Collected data entries:
============================================================

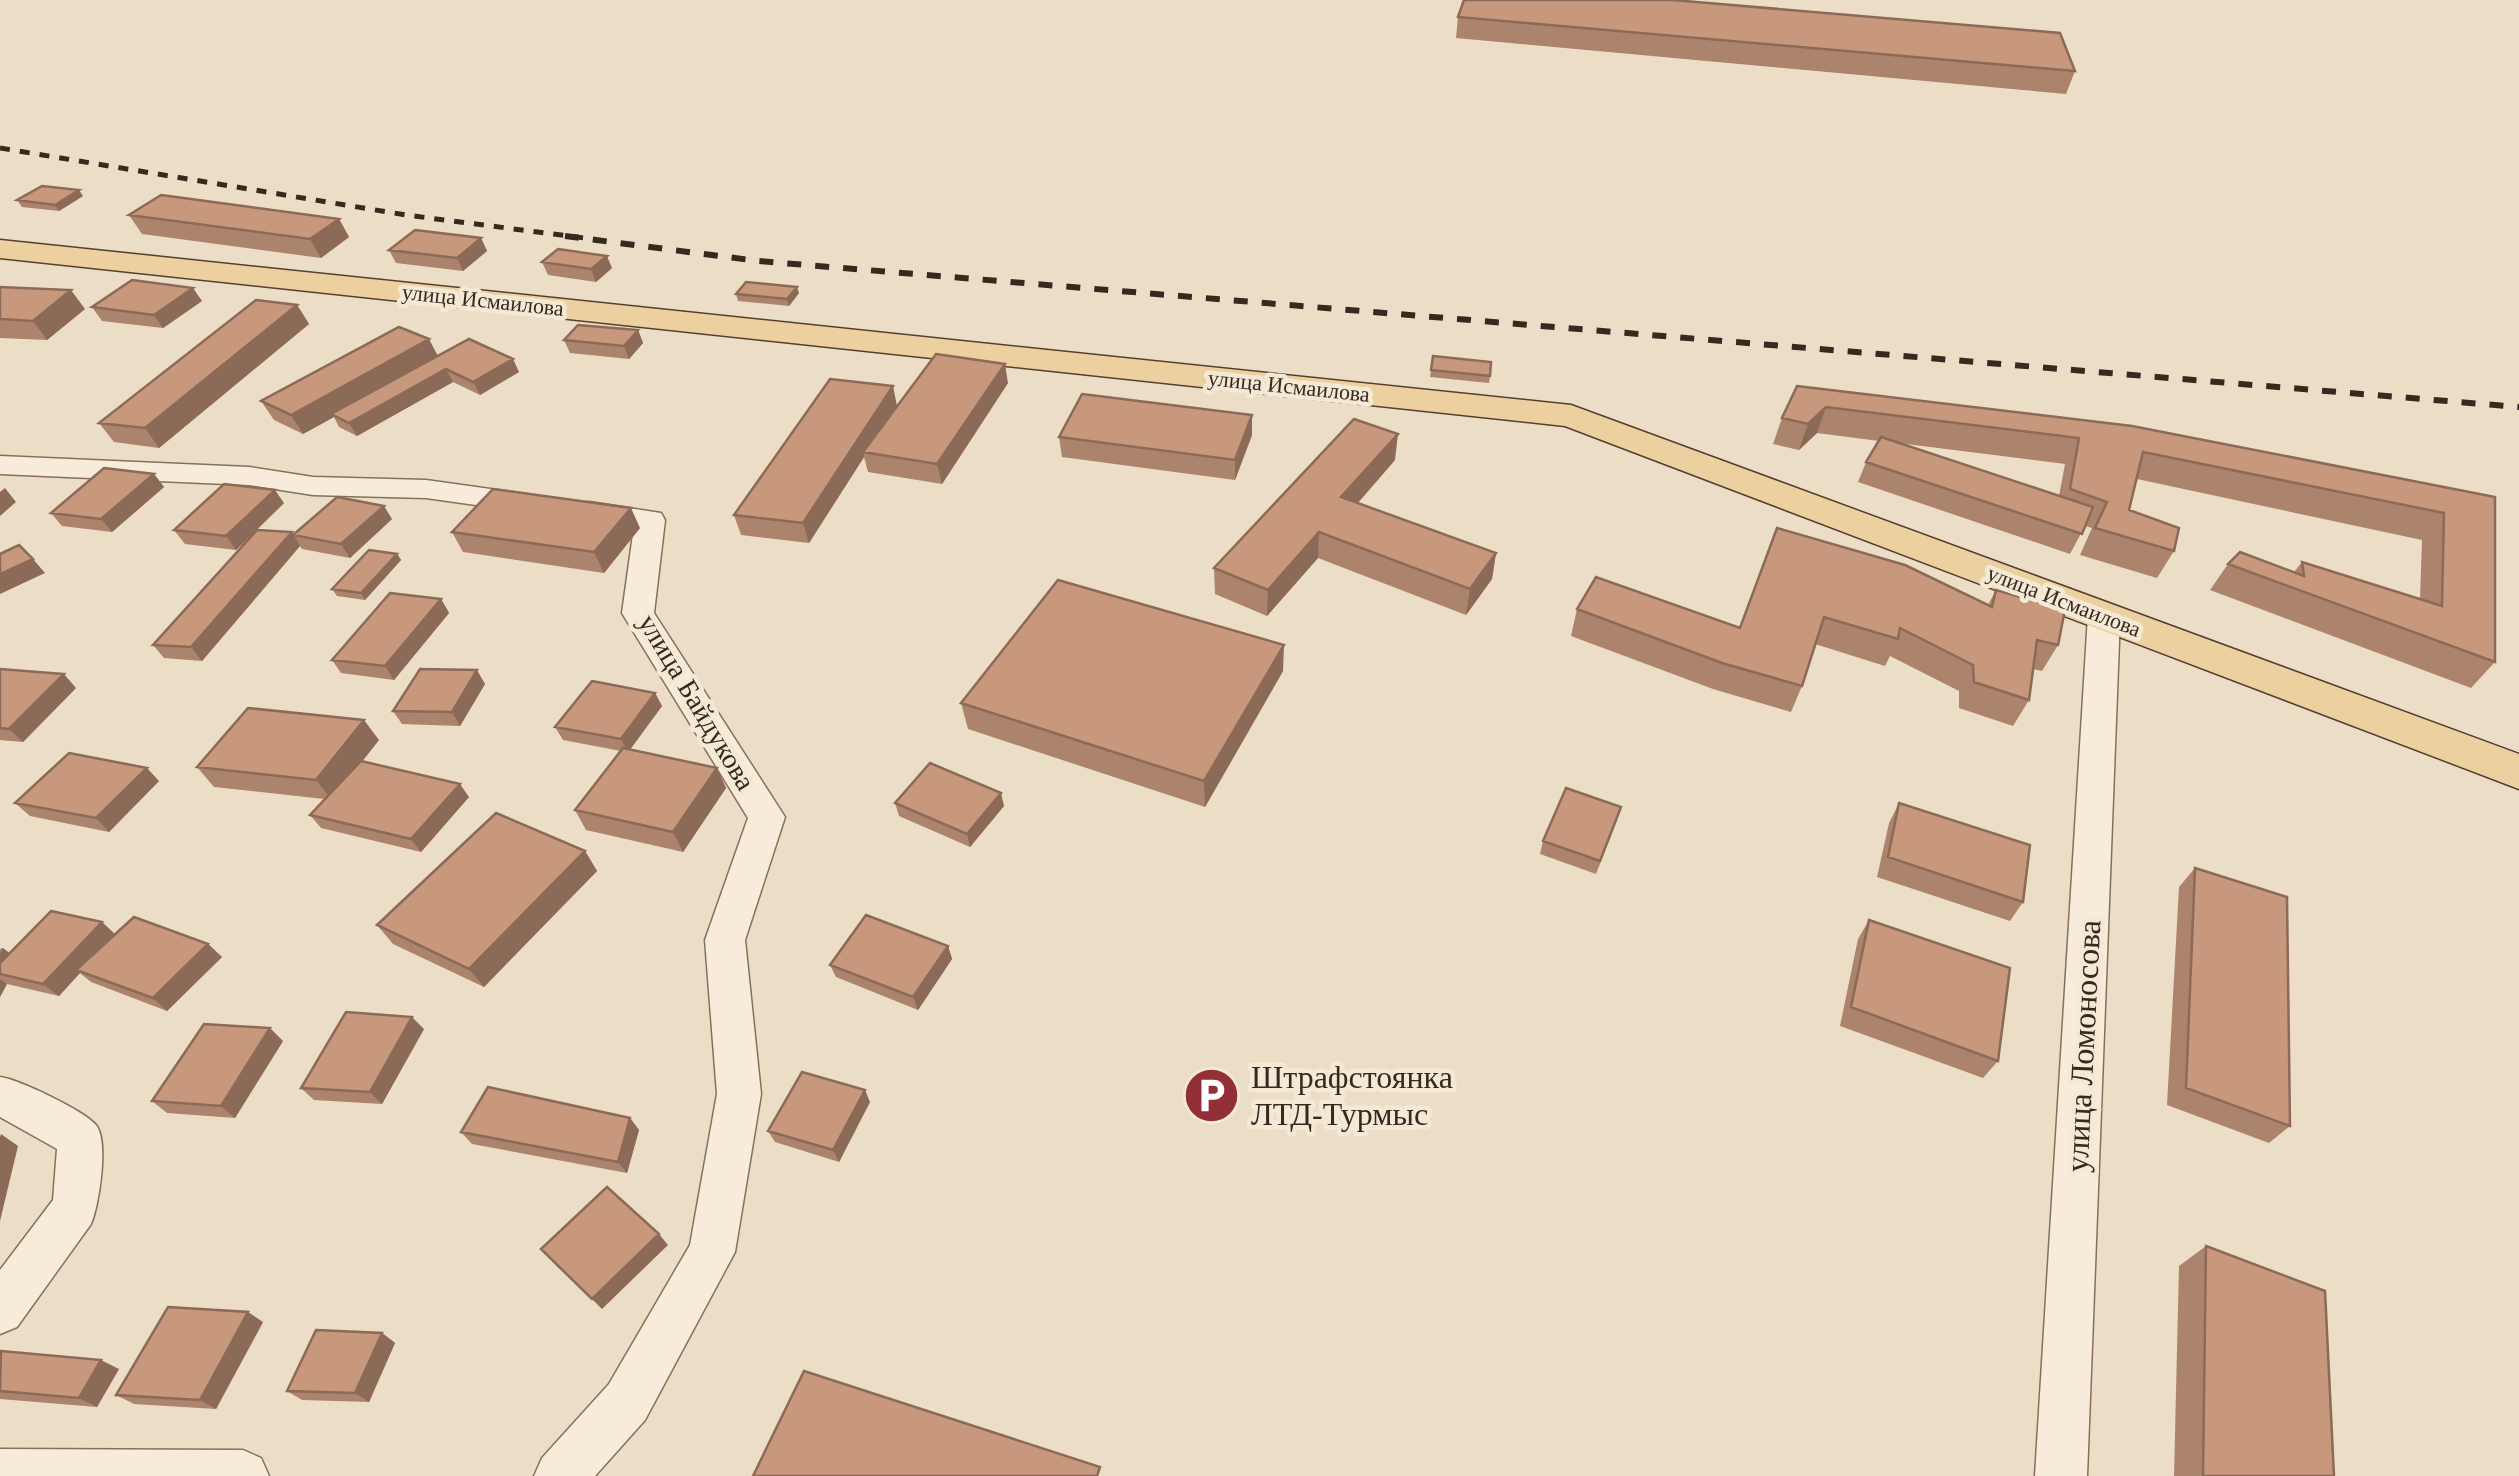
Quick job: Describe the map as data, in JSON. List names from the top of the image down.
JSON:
{
  "streets": {
    "main road": ["улица Исмаилова"],
    "street": ["улица Байдукова", "улица Ломоносова"]
  },
  "crossings": [
    ["улица Исмаилова", "улица Ломоносова"]
  ],
  "places": {
    "parking": ["Штрафстоянка ЛТД-Турмыс"]
  }
}
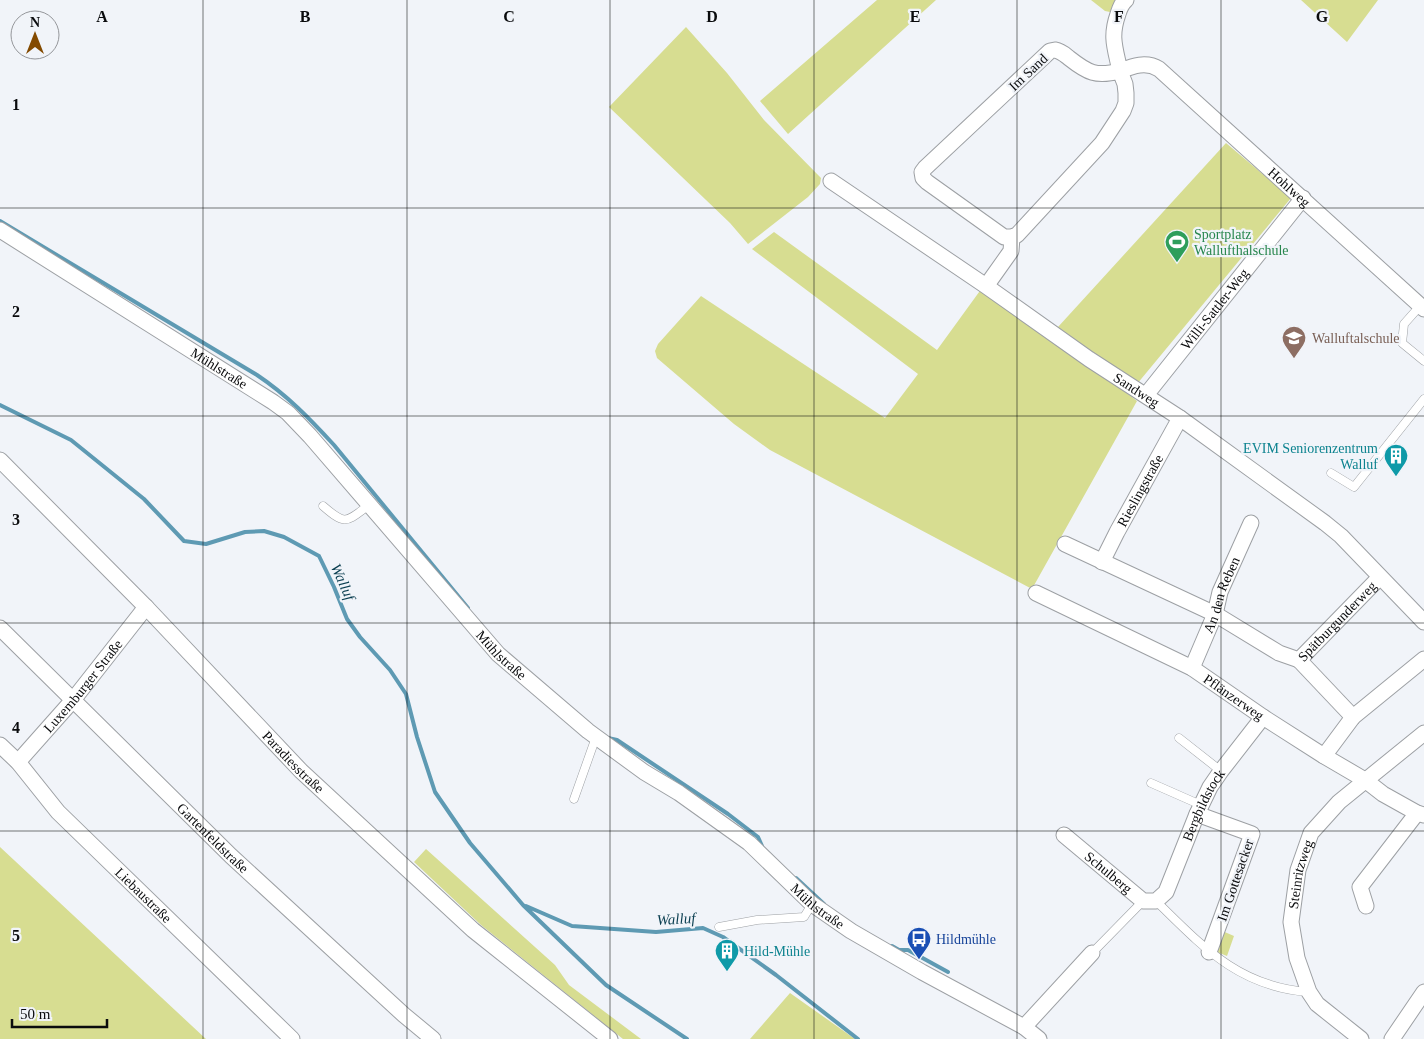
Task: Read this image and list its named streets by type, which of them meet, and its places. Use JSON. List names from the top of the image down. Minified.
{"streets":{"street":["Im Sand","Hohlweg","Willi-Sattler-Weg","Mühlstraße","Sandweg","Rieslingstraße","An den Reben","Spätburgunderweg","Luxemburger Straße","Pflänzerweg","Paradiesstraße","Bergbildstock","Gartenfeldstraße","Schulberg","Steinritzweg","Im Gottesacker","Liebaustraße"]},"crossings":[["Im Sand","Hohlweg"],["Hohlweg","Willi-Sattler-Weg"],["Willi-Sattler-Weg","Sandweg"],["Sandweg","Rieslingstraße"],["Sandweg","Spätburgunderweg"],["An den Reben","Spätburgunderweg"],["An den Reben","Pflänzerweg"],["Luxemburger Straße","Paradiesstraße"],["Luxemburger Straße","Gartenfeldstraße"],["Luxemburger Straße","Liebaustraße"],["Pflänzerweg","Bergbildstock"],["Pflänzerweg","Steinritzweg"],["Bergbildstock","Schulberg"],["Bergbildstock","Im Gottesacker"]],"water":["Walluf"],"places":{"sports":["Sportplatz Wallufthalschule"],"school or university":["Walluftalschule"],"building":["EVIM Seniorenzentrum Walluf","Hild-Mühle"],"bus stop":["Hildmühle"]},"scale_bar":"50 m","north":"top","grid":{"columns":["A","B","C","D","E","F","G"],"rows":["1","2","3","4","5"]}}
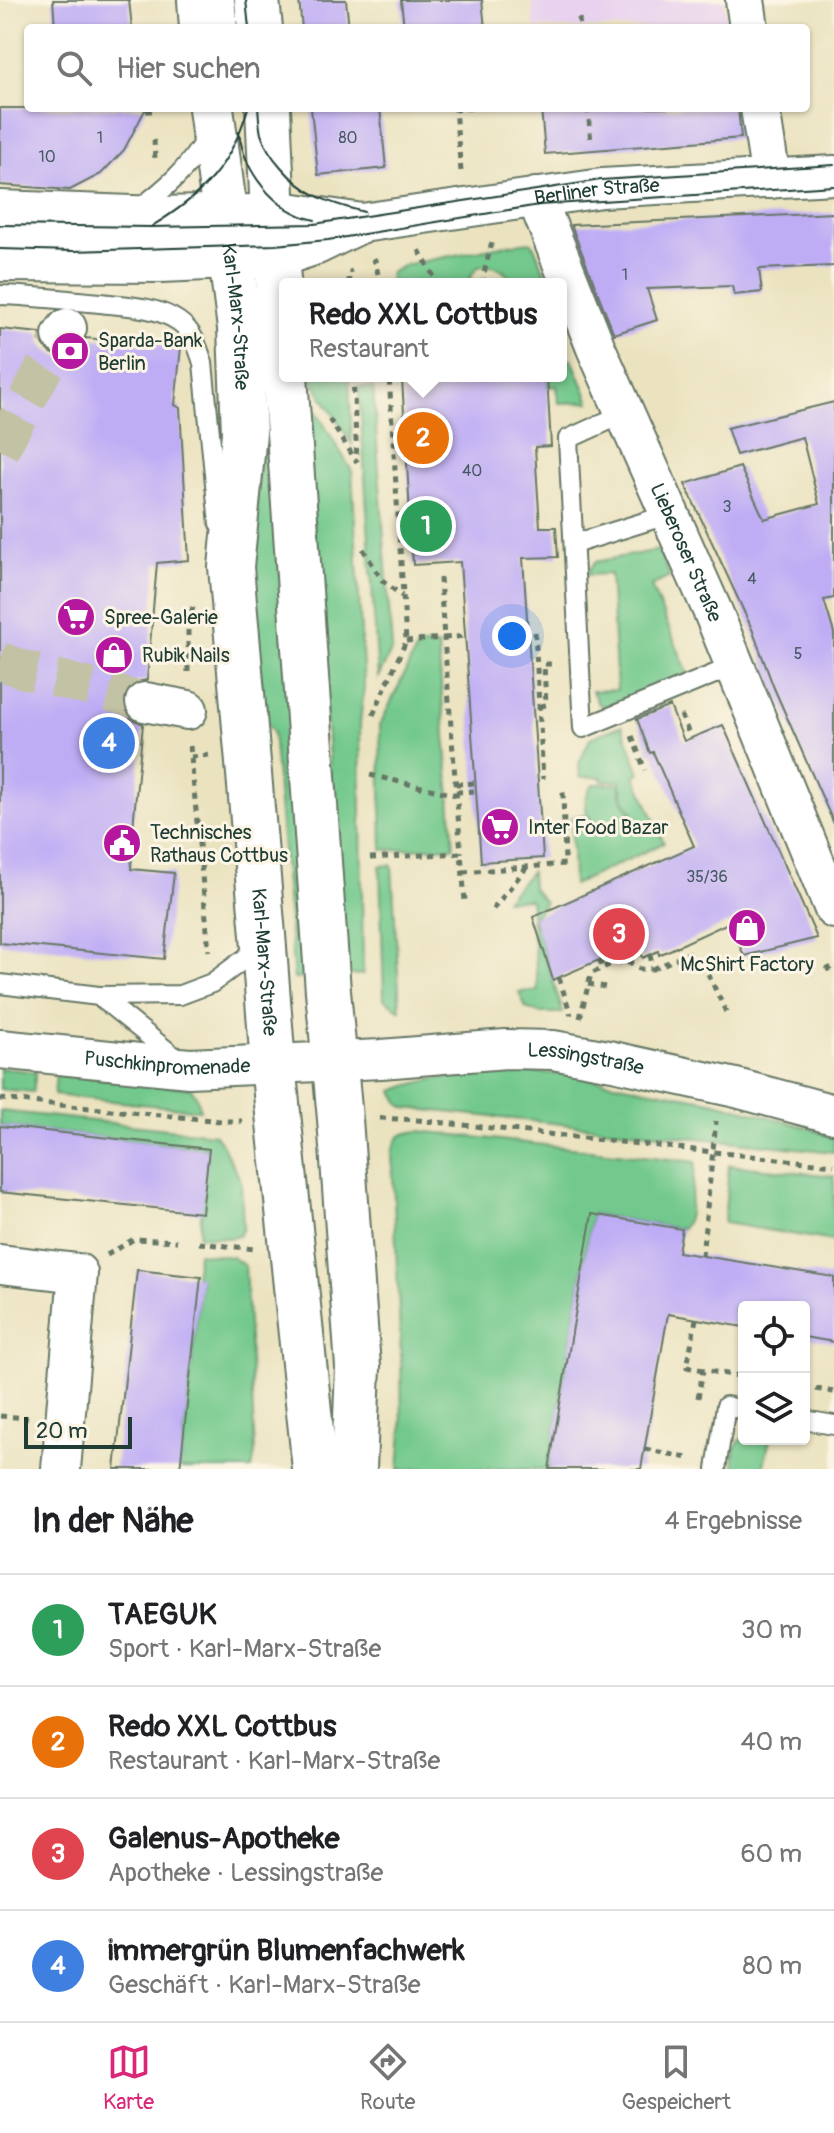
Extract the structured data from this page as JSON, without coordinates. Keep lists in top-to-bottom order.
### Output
{
  "streets": {
    "street": [
      "Berliner Straße",
      "Karl-Marx-Straße",
      "Lieberoser Straße",
      "Lessingstraße",
      "Puschkinpromenade"
    ]
  },
  "crossings": [
    ["Berliner Straße", "Karl-Marx-Straße"],
    ["Berliner Straße", "Lieberoser Straße"],
    ["Karl-Marx-Straße", "Puschkinpromenade"],
    ["Lessingstraße", "Puschkinpromenade"]
  ],
  "places": {
    "bank": ["Sparda-Bank Berlin"],
    "supermarket": ["Spree-Galerie", "Inter Food Bazar"],
    "shop": ["Rubik Nails", "McShirt Factory"],
    "public building": ["Technisches Rathaus Cottbus"]
  },
  "house_numbers": [
    "1",
    "80",
    "10",
    "1",
    "40",
    "3",
    "4",
    "5",
    "35/36"
  ],
  "scale_bar": "20 m",
  "page": {
    "search": "Hier suchen",
    "popup": ["Redo XXL Cottbus", "Restaurant"],
    "pins": [
      "2",
      "1",
      "4",
      "3"
    ],
    "scale": "20 m",
    "heading": ["In der Nähe", "4 Ergebnisse"],
    "list": [
      {
        "mark": "1",
        "name": "TAEGUK",
        "note": "Sport · Karl-Marx-Straße",
        "value": "30 m"
      },
      {
        "mark": "2",
        "name": "Redo XXL Cottbus",
        "note": "Restaurant · Karl-Marx-Straße",
        "value": "40 m"
      },
      {
        "mark": "3",
        "name": "Galenus-Apotheke",
        "note": "Apotheke · Lessingstraße",
        "value": "60 m"
      },
      {
        "mark": "4",
        "name": "immergrün Blumenfachwerk",
        "note": "Geschäft · Karl-Marx-Straße",
        "value": "80 m"
      }
    ],
    "nav": ["Karte", "Route", "Gespeichert"]
  }
}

============================================================

**What to work on**.
Nothing but an exact copy of the data above, minus its pictures, should appear in the response.

**The answer**.
Quick job: Describe the map as data, in JSON. List names from the top of the image down.
JSON:
{
  "streets": {
    "main road": ["улица Исмаилова"],
    "street": ["улица Байдукова", "улица Ломоносова"]
  },
  "crossings": [
    ["улица Исмаилова", "улица Ломоносова"]
  ],
  "places": {
    "parking": ["Штрафстоянка ЛТД-Турмыс"]
  }
}
Task: Read this image and list its named streets by type, which of them meet, and its places. Use JSON. List names from the top of the image down. Minified.
{"streets":{"street":["Im Sand","Hohlweg","Willi-Sattler-Weg","Mühlstraße","Sandweg","Rieslingstraße","An den Reben","Spätburgunderweg","Luxemburger Straße","Pflänzerweg","Paradiesstraße","Bergbildstock","Gartenfeldstraße","Schulberg","Steinritzweg","Im Gottesacker","Liebaustraße"]},"crossings":[["Im Sand","Hohlweg"],["Hohlweg","Willi-Sattler-Weg"],["Willi-Sattler-Weg","Sandweg"],["Sandweg","Rieslingstraße"],["Sandweg","Spätburgunderweg"],["An den Reben","Spätburgunderweg"],["An den Reben","Pflänzerweg"],["Luxemburger Straße","Paradiesstraße"],["Luxemburger Straße","Gartenfeldstraße"],["Luxemburger Straße","Liebaustraße"],["Pflänzerweg","Bergbildstock"],["Pflänzerweg","Steinritzweg"],["Bergbildstock","Schulberg"],["Bergbildstock","Im Gottesacker"]],"water":["Walluf"],"places":{"sports":["Sportplatz Wallufthalschule"],"school or university":["Walluftalschule"],"building":["EVIM Seniorenzentrum Walluf","Hild-Mühle"],"bus stop":["Hildmühle"]},"scale_bar":"50 m","north":"top","grid":{"columns":["A","B","C","D","E","F","G"],"rows":["1","2","3","4","5"]}}
Extract the structured data from this page as JSON, without coordinates. Keep lists in top-to-bottom order.
### Output
{
  "streets": {
    "street": [
      "Berliner Straße",
      "Karl-Marx-Straße",
      "Lieberoser Straße",
      "Lessingstraße",
      "Puschkinpromenade"
    ]
  },
  "crossings": [
    ["Berliner Straße", "Karl-Marx-Straße"],
    ["Berliner Straße", "Lieberoser Straße"],
    ["Karl-Marx-Straße", "Puschkinpromenade"],
    ["Lessingstraße", "Puschkinpromenade"]
  ],
  "places": {
    "bank": ["Sparda-Bank Berlin"],
    "supermarket": ["Spree-Galerie", "Inter Food Bazar"],
    "shop": ["Rubik Nails", "McShirt Factory"],
    "public building": ["Technisches Rathaus Cottbus"]
  },
  "house_numbers": [
    "1",
    "80",
    "10",
    "1",
    "40",
    "3",
    "4",
    "5",
    "35/36"
  ],
  "scale_bar": "20 m",
  "page": {
    "search": "Hier suchen",
    "popup": ["Redo XXL Cottbus", "Restaurant"],
    "pins": [
      "2",
      "1",
      "4",
      "3"
    ],
    "scale": "20 m",
    "heading": ["In der Nähe", "4 Ergebnisse"],
    "list": [
      {
        "mark": "1",
        "name": "TAEGUK",
        "note": "Sport · Karl-Marx-Straße",
        "value": "30 m"
      },
      {
        "mark": "2",
        "name": "Redo XXL Cottbus",
        "note": "Restaurant · Karl-Marx-Straße",
        "value": "40 m"
      },
      {
        "mark": "3",
        "name": "Galenus-Apotheke",
        "note": "Apotheke · Lessingstraße",
        "value": "60 m"
      },
      {
        "mark": "4",
        "name": "immergrün Blumenfachwerk",
        "note": "Geschäft · Karl-Marx-Straße",
        "value": "80 m"
      }
    ],
    "nav": ["Karte", "Route", "Gespeichert"]
  }
}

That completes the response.